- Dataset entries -
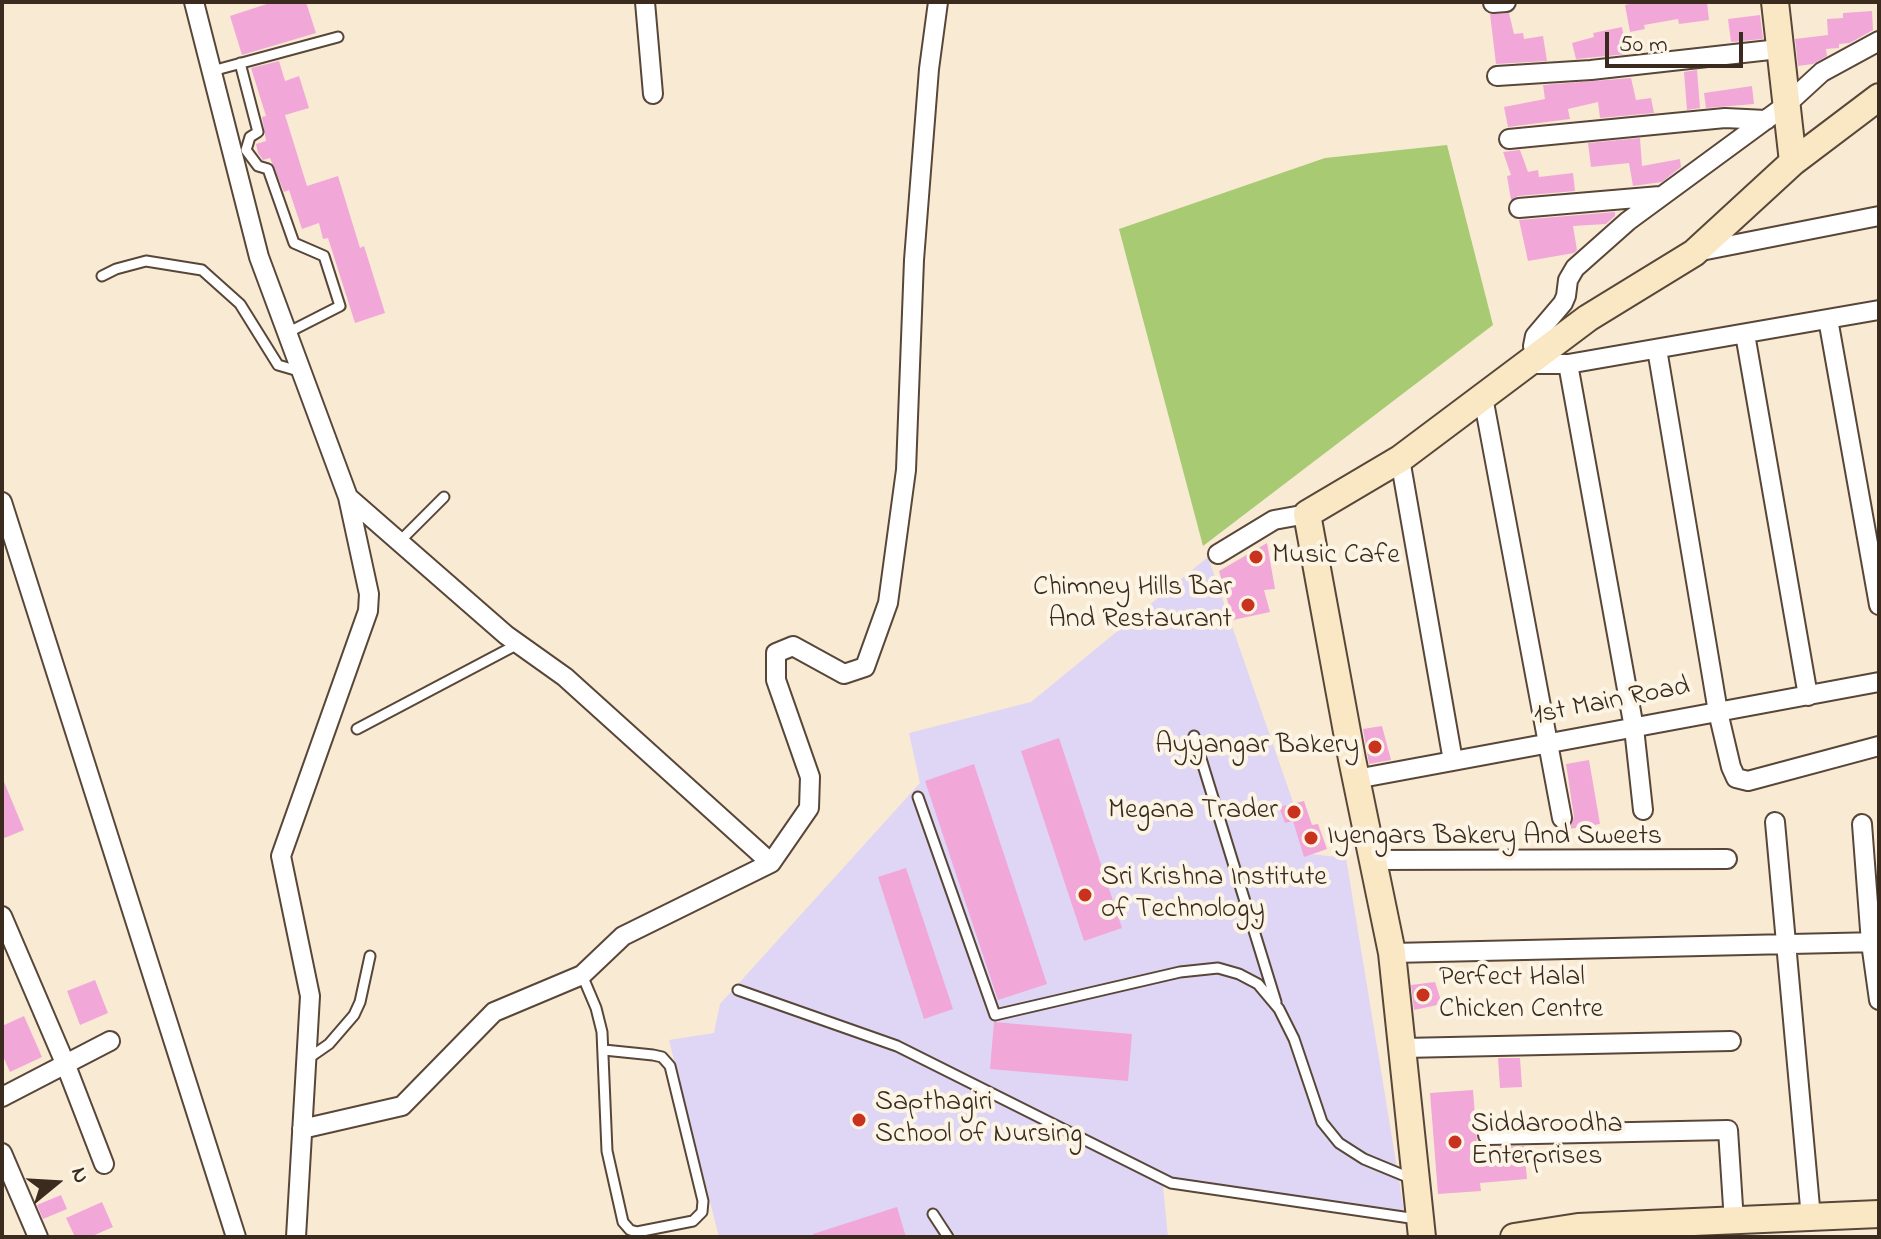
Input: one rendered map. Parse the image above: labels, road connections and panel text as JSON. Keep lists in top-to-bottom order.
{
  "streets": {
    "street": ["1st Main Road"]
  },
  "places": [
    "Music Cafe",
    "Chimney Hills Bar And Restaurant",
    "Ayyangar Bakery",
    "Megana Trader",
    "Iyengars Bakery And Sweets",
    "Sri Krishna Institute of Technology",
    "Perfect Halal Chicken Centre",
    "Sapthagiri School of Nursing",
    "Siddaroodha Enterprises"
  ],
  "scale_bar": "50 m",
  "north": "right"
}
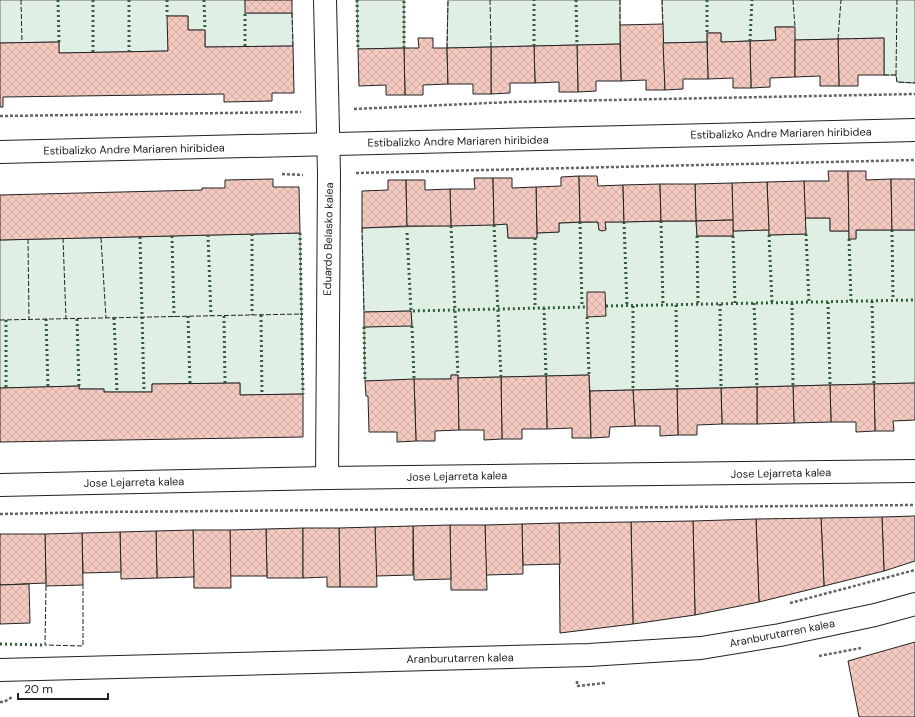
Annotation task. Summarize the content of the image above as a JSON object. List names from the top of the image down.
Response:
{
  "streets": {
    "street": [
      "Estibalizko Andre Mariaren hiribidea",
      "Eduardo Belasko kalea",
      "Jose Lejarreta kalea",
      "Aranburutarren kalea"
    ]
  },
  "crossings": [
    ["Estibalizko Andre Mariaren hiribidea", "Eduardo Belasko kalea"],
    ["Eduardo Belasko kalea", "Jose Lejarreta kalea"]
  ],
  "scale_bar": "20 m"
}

- EXERCISE DETAILS -
Leave out all pictures and output each line exactly, from the top of the records through the line that holds "Annotation task. Summarize".

- RESPONSE TO THE EXERCISE -
Input: one rendered map. Parse the image above: labels, road connections and panel text as JSON. Keep lists in top-to-bottom order.
{
  "streets": {
    "street": ["1st Main Road"]
  },
  "places": [
    "Music Cafe",
    "Chimney Hills Bar And Restaurant",
    "Ayyangar Bakery",
    "Megana Trader",
    "Iyengars Bakery And Sweets",
    "Sri Krishna Institute of Technology",
    "Perfect Halal Chicken Centre",
    "Sapthagiri School of Nursing",
    "Siddaroodha Enterprises"
  ],
  "scale_bar": "50 m",
  "north": "right"
}
Annotation task. Summarize the content of the image above as a JSON object. List names from the top of the image down.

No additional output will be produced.